** Activity **
Your answer should consist only of the lines below from the one with "position:absolute; right:12px; bottom:12px;" through the one with "margin:0; font-size:13px; white-space:nowrap;", copied exactly.

(Stored data entries)
:::
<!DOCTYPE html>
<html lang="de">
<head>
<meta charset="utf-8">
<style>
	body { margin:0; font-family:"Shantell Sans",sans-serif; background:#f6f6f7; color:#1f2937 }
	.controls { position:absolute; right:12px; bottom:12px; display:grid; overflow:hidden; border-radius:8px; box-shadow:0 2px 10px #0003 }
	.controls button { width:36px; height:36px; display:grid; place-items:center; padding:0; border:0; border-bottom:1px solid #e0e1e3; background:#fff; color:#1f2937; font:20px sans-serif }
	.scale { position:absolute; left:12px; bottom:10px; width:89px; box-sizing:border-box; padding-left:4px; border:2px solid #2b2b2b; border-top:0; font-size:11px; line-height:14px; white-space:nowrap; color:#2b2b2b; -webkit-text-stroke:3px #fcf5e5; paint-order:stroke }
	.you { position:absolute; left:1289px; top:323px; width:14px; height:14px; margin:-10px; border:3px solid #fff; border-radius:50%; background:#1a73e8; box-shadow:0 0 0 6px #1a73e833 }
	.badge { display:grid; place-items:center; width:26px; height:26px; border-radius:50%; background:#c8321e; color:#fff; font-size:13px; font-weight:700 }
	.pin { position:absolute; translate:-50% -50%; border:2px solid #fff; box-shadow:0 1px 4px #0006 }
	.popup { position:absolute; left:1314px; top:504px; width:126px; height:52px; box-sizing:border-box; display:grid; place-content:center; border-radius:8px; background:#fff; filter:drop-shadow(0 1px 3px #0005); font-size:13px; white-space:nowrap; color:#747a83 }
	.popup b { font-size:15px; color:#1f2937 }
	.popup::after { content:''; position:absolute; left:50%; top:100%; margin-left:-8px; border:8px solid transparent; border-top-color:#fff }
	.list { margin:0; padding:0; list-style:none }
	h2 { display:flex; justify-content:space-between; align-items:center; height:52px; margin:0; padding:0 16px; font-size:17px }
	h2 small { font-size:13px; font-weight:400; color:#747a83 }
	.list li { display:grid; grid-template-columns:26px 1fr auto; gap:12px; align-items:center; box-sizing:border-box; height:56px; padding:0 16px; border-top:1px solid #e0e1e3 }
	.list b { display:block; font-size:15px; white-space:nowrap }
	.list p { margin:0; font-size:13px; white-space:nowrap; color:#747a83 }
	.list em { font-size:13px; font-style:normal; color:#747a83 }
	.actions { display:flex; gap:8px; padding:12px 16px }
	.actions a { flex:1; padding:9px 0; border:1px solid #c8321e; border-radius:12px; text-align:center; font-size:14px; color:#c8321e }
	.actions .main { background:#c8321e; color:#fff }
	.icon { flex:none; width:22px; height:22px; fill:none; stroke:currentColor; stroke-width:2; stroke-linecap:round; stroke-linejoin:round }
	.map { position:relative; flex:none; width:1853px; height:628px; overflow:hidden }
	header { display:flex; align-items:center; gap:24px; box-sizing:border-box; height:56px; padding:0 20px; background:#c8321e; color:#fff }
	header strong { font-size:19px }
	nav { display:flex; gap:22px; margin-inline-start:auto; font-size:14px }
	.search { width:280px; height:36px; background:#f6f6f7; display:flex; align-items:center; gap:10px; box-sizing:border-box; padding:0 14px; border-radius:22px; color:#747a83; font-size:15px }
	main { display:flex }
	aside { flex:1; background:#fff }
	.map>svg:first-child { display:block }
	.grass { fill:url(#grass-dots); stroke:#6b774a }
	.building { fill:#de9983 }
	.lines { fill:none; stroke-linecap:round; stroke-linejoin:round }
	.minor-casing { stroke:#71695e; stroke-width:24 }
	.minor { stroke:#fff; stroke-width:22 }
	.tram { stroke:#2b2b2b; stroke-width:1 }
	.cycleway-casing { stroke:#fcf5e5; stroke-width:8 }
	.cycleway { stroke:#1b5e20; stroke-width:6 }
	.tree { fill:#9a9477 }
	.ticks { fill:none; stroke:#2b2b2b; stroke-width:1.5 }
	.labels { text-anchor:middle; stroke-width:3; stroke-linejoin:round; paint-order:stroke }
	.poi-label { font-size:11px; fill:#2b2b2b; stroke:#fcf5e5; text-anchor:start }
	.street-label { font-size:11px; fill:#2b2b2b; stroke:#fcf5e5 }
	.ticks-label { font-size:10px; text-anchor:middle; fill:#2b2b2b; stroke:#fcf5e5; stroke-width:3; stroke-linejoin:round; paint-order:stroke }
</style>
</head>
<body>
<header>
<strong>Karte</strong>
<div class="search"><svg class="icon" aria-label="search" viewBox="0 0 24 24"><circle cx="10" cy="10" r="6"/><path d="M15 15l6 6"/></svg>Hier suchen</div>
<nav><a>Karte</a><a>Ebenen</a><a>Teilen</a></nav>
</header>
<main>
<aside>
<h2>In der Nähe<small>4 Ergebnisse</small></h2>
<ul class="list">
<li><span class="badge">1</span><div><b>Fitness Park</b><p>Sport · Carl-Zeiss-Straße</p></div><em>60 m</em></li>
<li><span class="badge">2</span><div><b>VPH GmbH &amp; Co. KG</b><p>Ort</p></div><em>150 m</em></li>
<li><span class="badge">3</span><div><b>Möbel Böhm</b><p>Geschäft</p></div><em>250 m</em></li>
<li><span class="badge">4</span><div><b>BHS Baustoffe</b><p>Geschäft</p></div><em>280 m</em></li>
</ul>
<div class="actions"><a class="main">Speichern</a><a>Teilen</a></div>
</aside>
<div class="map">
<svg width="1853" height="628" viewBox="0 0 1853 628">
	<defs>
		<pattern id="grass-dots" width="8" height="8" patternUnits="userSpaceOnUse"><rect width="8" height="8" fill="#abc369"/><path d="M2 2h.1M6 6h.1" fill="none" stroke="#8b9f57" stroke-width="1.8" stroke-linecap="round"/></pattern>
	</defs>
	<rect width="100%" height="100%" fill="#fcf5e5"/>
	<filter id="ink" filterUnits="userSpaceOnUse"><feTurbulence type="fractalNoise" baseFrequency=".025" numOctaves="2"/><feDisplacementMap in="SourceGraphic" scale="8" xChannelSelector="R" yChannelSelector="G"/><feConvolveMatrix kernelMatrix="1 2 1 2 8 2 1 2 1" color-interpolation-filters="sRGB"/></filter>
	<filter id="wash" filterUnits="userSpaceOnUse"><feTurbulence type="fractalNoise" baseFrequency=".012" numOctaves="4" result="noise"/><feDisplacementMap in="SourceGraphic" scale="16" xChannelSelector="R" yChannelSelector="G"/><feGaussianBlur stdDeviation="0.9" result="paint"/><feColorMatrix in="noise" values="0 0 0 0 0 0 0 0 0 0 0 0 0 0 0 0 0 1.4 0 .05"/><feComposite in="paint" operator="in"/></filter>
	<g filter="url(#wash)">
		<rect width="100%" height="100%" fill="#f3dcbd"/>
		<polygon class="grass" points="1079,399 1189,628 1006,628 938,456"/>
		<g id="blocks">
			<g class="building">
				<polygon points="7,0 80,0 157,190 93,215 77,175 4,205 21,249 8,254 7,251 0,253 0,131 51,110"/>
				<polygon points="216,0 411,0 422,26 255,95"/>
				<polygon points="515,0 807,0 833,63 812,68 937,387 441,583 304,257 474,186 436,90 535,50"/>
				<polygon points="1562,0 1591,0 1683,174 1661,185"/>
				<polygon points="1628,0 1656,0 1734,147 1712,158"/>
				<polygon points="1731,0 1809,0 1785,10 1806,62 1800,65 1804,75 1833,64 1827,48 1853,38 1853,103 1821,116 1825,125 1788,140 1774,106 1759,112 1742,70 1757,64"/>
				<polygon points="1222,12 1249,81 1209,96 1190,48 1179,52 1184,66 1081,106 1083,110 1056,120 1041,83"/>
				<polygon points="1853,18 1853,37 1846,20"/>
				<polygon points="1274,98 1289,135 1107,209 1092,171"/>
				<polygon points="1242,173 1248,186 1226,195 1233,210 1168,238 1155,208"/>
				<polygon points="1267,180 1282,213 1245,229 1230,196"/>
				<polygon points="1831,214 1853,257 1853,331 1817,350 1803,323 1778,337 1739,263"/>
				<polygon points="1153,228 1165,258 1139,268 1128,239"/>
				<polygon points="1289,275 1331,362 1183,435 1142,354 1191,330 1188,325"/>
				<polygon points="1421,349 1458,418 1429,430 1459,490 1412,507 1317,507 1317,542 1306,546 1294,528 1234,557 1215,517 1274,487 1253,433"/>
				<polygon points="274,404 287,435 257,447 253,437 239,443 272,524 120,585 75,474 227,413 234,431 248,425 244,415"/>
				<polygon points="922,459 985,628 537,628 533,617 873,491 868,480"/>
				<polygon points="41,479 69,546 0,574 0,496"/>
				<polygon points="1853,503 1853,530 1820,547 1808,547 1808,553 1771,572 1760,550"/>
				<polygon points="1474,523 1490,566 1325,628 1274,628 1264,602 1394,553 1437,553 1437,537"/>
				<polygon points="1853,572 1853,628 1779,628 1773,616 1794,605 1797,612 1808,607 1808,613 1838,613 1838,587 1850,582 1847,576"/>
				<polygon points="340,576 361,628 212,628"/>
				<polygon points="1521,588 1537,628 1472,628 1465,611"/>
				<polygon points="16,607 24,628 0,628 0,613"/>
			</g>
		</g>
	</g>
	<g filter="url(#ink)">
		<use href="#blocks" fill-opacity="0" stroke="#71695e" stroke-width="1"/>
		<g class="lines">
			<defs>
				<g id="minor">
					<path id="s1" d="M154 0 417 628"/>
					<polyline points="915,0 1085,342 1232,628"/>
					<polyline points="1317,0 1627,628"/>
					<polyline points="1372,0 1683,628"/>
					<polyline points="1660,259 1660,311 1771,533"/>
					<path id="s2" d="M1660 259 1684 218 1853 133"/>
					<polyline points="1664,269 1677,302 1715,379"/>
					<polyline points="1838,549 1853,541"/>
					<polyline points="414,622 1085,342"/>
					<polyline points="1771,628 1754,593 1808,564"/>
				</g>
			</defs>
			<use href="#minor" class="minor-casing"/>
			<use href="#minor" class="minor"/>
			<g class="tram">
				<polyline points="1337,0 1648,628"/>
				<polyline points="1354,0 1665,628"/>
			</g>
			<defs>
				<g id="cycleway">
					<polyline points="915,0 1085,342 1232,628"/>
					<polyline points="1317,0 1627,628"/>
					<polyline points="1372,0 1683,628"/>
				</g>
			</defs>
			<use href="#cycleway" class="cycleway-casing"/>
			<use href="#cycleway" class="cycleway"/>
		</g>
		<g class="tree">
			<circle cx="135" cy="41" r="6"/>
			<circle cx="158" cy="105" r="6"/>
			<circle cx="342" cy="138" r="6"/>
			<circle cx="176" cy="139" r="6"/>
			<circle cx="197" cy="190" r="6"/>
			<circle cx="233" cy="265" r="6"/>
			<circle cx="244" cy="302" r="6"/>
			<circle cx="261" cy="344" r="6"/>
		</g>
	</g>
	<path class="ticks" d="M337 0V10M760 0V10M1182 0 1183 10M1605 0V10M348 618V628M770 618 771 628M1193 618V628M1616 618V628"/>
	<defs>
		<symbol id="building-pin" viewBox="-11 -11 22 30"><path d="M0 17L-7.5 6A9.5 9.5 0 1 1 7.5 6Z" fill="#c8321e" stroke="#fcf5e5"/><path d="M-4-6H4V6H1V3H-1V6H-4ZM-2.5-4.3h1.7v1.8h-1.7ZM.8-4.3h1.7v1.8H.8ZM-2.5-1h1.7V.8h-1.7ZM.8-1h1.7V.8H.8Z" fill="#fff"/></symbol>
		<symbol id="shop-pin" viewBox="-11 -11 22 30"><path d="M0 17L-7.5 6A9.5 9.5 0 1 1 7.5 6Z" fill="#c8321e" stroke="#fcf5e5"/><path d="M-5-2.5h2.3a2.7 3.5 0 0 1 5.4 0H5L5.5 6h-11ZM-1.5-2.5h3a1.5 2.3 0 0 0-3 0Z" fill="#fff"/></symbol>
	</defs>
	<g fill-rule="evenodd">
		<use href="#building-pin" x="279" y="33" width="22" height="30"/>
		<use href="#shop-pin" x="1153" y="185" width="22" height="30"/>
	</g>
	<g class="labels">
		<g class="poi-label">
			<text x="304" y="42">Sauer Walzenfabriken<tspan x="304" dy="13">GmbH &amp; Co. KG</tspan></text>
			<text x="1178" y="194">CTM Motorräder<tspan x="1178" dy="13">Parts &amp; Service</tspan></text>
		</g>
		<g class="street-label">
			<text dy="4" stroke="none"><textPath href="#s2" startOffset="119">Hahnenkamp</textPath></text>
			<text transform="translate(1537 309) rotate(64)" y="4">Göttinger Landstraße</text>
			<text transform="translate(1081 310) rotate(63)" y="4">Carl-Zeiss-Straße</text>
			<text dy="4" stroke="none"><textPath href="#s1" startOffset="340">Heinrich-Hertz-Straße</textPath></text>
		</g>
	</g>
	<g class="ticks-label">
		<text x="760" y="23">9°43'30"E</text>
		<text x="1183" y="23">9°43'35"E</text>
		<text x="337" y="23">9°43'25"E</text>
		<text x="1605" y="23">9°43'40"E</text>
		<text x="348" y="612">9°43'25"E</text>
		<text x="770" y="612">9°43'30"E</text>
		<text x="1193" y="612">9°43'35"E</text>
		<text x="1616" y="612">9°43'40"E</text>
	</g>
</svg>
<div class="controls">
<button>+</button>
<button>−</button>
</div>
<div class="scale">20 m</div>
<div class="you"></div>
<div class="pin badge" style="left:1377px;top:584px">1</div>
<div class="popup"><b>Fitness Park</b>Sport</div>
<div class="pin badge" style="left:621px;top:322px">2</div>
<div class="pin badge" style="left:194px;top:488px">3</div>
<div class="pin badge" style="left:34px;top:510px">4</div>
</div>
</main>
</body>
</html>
:::
** Response to the exercise **
	.controls { position:absolute; right:12px; bottom:12px; display:grid; overflow:hidden; border-radius:8px; box-shadow:0 2px 10px #0003 }
	.controls button { width:36px; height:36px; display:grid; place-items:center; padding:0; border:0; border-bottom:1px solid #e0e1e3; background:#fff; color:#1f2937; font:20px sans-serif }
	.scale { position:absolute; left:12px; bottom:10px; width:89px; box-sizing:border-box; padding-left:4px; border:2px solid #2b2b2b; border-top:0; font-size:11px; line-height:14px; white-space:nowrap; color:#2b2b2b; -webkit-text-stroke:3px #fcf5e5; paint-order:stroke }
	.you { position:absolute; left:1289px; top:323px; width:14px; height:14px; margin:-10px; border:3px solid #fff; border-radius:50%; background:#1a73e8; box-shadow:0 0 0 6px #1a73e833 }
	.badge { display:grid; place-items:center; width:26px; height:26px; border-radius:50%; background:#c8321e; color:#fff; font-size:13px; font-weight:700 }
	.pin { position:absolute; translate:-50% -50%; border:2px solid #fff; box-shadow:0 1px 4px #0006 }
	.popup { position:absolute; left:1314px; top:504px; width:126px; height:52px; box-sizing:border-box; display:grid; place-content:center; border-radius:8px; background:#fff; filter:drop-shadow(0 1px 3px #0005); font-size:13px; white-space:nowrap; color:#747a83 }
	.popup b { font-size:15px; color:#1f2937 }
	.popup::after { content:''; position:absolute; left:50%; top:100%; margin-left:-8px; border:8px solid transparent; border-top-color:#fff }
	.list { margin:0; padding:0; list-style:none }
	h2 { display:flex; justify-content:space-between; align-items:center; height:52px; margin:0; padding:0 16px; font-size:17px }
	h2 small { font-size:13px; font-weight:400; color:#747a83 }
	.list li { display:grid; grid-template-columns:26px 1fr auto; gap:12px; align-items:center; box-sizing:border-box; height:56px; padding:0 16px; border-top:1px solid #e0e1e3 }
	.list b { display:block; font-size:15px; white-space:nowrap }
	.list p { margin:0; font-size:13px; white-space:nowrap; color:#747a83 }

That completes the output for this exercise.